Are you absolutely firm on buying the RX V1800? you would be better off with the Onkyo TXSR805 or even better the 875. the eq settings are all adjustable by the user and each channel has its own eq setting including the sub. Like I said down to 25hz


----------



## brent_s (Feb 26, 2007)

> Correct. But as far as I can see, it is not possible to manually changes the YPAO settings.


Somewhere in the 1800's manual, there's a menu that allows you to select between PEQ and GEQ. One of the apparent differences between YPAO and Audyssey is Yamaha will allow you to see the YPAO PEQ settings and then let you tweak them to taste. On the other hand, based on forum responses directly from Audyssey engineers, it looks like when you tweak the PEQ on Audyssey products, such as the Onkyos, you disable the Audyssey adjustments. This is because Audyssey plays with both time and frequency to do its thing...once you touch the frequency, you've made any time adjustments invalid.
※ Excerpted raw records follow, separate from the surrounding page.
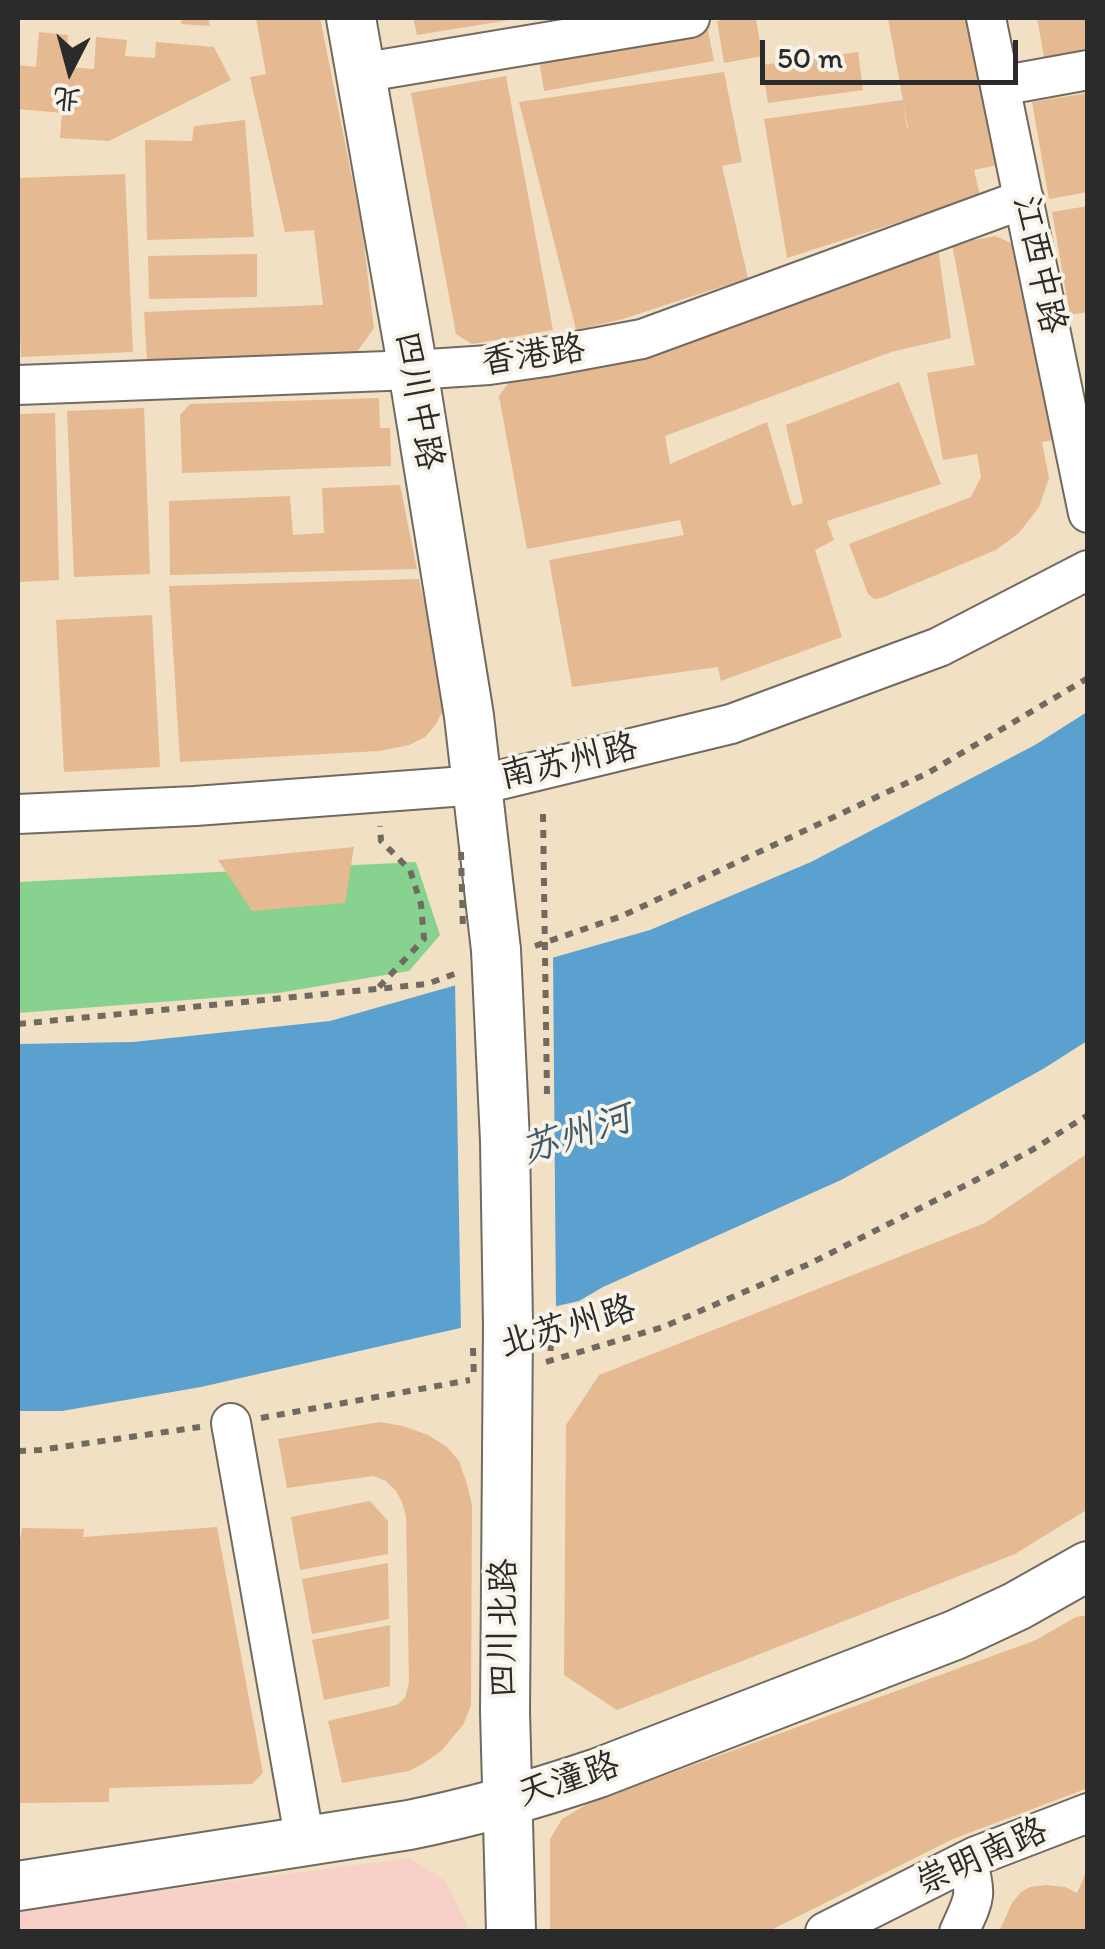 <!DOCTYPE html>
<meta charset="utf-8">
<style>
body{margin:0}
#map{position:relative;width:1105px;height:1949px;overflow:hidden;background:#f2e0c4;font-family:Itim,"LXGW WenKai TC",sans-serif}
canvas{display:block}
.frame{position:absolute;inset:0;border:20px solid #2b2b2b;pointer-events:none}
.north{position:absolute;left:20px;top:20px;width:100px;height:100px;-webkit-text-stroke:8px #f7f3e8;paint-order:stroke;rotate:186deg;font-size:28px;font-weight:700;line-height:40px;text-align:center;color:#2b2b2b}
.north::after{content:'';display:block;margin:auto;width:35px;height:45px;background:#2b2b2b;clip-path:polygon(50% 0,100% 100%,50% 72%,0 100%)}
.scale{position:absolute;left:760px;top:40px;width:258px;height:45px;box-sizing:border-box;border:5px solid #2b2b2b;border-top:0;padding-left:12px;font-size:30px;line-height:35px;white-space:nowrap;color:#2b2b2b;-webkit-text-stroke:8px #f7f3e8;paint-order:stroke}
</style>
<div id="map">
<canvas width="1105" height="1949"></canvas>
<div class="frame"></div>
<div class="north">北</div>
<div class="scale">50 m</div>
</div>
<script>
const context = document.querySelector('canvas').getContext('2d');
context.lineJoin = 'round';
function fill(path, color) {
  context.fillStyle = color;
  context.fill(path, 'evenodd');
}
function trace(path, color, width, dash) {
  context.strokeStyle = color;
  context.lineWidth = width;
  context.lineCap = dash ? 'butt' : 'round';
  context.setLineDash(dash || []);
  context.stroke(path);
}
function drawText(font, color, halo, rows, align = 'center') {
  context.font = font + ' Itim,"LXGW WenKai TC",sans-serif';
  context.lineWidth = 8;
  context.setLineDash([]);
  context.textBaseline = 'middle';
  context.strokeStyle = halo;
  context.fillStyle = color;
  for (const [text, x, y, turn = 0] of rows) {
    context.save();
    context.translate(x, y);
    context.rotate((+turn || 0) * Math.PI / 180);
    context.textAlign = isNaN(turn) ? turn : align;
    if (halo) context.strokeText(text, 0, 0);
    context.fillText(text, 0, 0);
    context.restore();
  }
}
const built = new Path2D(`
 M410 1858 446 1881 470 1931 18 1932V1909Z`);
const green = new Path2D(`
 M416 862 440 935 409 971 278 993 18 1013V882Z`);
const water = new Path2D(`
 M1087 712V1041L1043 1069 841 1180 603 1287 579 1301 201 1387 62 1411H18V1044L133 1042 330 1021 650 930 811 862 1035 745Z`);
const pier = new Path2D(`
 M553 953 556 1311 461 1332 455 981Z`);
const building = new Path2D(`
 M182 18H208L210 26 181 24Z
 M256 18H320L362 228 374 328 357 352 147 361 144 312 323 305 314 230 285 232 250 77 266 74Z
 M413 18H509V20L417 35Z
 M736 18H756L762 56 724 63 717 21Z
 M888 18H971L1002 164 974 170 980 196 787 258 764 119 903 100 907 128H908Z
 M1037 18H1088V55L1045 62Z
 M707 25 714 61 544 91 538 54Z
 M39 32 68 35 66 67 94 69 96 37 127 40 125 56 155 58 156 42 214 47 231 80 109 141 60 138 62 113 18 109V65L36 67Z
 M858 52 863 90 768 103 762 65Z
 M724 72 742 162 722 166 748 278 623 319 576 330 519 102Z
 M506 76 553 330 472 344 456 334 411 93Z
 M1088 93V192L1049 199 1032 102Z
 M245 120 254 237 147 240 145 140 192 141 194 126Z
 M125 174 133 352 21 357 18 285V178Z
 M1088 206V312L1070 315 1052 212Z
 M996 236 1021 248 1057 439 1042 442 1049 478 1039 507 1019 533 996 550 881 598 874 599 868 594 849 544 971 497 981 477 977 454 943 460 927 373 975 365 952 244Z
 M938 248 951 338 891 352 665 436 670 464 767 422 792 506 803 503 786 425 899 382 941 484 827 521 834 540 815 550 842 637 721 681 718 667 572 687 549 560 684 535 680 520 527 549 499 396 510 381 651 357Z
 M257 254V297L149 299 148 256Z
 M379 398 380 428H390L391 466 182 473 180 415 190 404Z
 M144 408 150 574 74 577 67 411Z
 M55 413 59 580 18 582V414Z
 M400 485 417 569 170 575 169 501 290 496 293 535 324 533 322 488Z
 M419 579 443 691 444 708 436 724 425 737 409 745 379 751 180 762 169 586Z
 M152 615 160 767 64 772 56 620Z
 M354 847 345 903 252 911 218 860Z
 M1088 1153V1509L1015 1554 617 1710 564 1675 566 1425 599 1375 985 1223Z
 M380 1422 403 1426 428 1435 447 1447 459 1461 467 1484 472 1505 471 1705 463 1725 441 1751 424 1763 409 1771 342 1783 328 1721 397 1705 405 1698 409 1682 406 1517 402 1502 396 1491 386 1481 373 1476 287 1488 278 1439Z
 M370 1501 388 1521V1554L300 1570 291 1517Z
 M217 1527 263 1773 252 1784 109 1788V1802L18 1803V1537H21L22 1528 84 1529 83 1537Z
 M388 1563 389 1619 312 1634 302 1579Z
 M1088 1615V1788L953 1839 767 1932H550V1839L562 1819 589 1803 1036 1640 1076 1617Z
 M390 1625V1686L324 1700 312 1640Z
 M1088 1868V1932H999L1012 1903 1021 1892 1030 1887 1046 1885 1065 1887 1077 1893Z`);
const path = new Path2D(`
 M535 946 622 916 928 773 1088 678
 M379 987 424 939 421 904 410 870 381 841 380 826
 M18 1024 427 984 457 973
 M546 1362 663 1327 809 1264 974 1181 1032 1150 1088 1115
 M261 1418 470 1380
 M18 1451 40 1450 200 1427`);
const minor = new Path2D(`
 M986 18 1088 513
 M360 73 690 18
 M1000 86 1088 70
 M18 385 413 370 489 365 545 357 642 339 1024 199
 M18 814 195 806 479 785 731 724 939 647 1088 570
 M231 1423 305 1842
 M825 1932 976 1856 1088 1813
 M959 1932C974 1899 978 1896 967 1861`);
const major = new Path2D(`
 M351 18 413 370 469 716 496 950
 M508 1325 505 1712 511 1932
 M18 1886 409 1825C473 1812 536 1794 598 1773L955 1635 1017 1606 1088 1566`);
const pathBridge = new Path2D(`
 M543 814 547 1094
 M461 852 463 931
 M550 1327 551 1361
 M473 1348 474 1379`);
const majorBridge = new Path2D(`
 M496 950 505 1141 508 1325`);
const streetNames = [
 ["江西中路",1038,265,78],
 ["香港路",533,357,-8],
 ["四川中路",417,401,80],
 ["南苏州路",569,763,-13],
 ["北苏州路",568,1328,-16],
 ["四川北路",505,1628,-90],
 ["天潼路",569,1781,-18],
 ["崇明南路",982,1858,-24]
];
const waterNames = [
 ["苏州河",577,1136,-18]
];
fill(built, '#f7d1c8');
fill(green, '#88d28f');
fill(water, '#5aa1d0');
fill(pier, '#f2e0c4');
fill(building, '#e5b991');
trace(minor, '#716a61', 42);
trace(major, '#716a61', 52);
trace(path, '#716a61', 6, [8, 8]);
trace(minor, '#fff', 38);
trace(major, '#fff', 48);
trace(majorBridge, '#716a61', 52, []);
trace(pathBridge, '#716a61', 6, [8, 8]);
trace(majorBridge, '#fff', 48);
drawText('35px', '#2b2b2b', '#f7f3e8', streetNames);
drawText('italic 38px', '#3e5a6d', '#f7f3e8', waterNames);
</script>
I believe I've read that Audyssey actually has more frequency bands available than are presented to the user for manual adjustment.

-Brent


----------



## mike c (Apr 25, 2006)

off topic: but can the 1800 or 3800 yammy's set different crossovers for EACH speaker set? (front LR, center, surrounds)


----------



## jerome (Apr 24, 2007)

mike c said:


> off topic: but can the 1800 or 3800 yammy's set different crossovers for EACH speaker set? (front LR, center, surrounds)


1800: I don't think so. From what I can see in the manual, there is only one crossover frequency for all speakers.
3800: can't find anything about different crossovers for each speaker either.

But in practice: is it *so* important?


----------



## mike c (Apr 25, 2006)

it's not important for 'Joe Sixpack' ... but I have a specific need to set the front left and right to a different crossover than the other speakers.


----------



## jerome (Apr 24, 2007)

I finally decided to order the Yamaha RX-V1800. My main reasons are:
- Lower price for the RX-V1800 than for the Pioneer LX60 and Onkyo 805. I'm on limited budget in these days :gah:
- I will only use the receiver to watch movies and the Yamaha has been praised by many on this. Also tested as BestBuy on our local _HomeTheater_ magazine

As advice above, I will wait a bit to see if I really need an FBQ. I also have to treat my room and it may take some time before I'm happy with the results.


----------



## Guest (Jan 19, 2008)

Hi i'm sure you will love the Yamaha they are brilliant for movies !!!
You can always add a bfd/fbq when your ready.


----------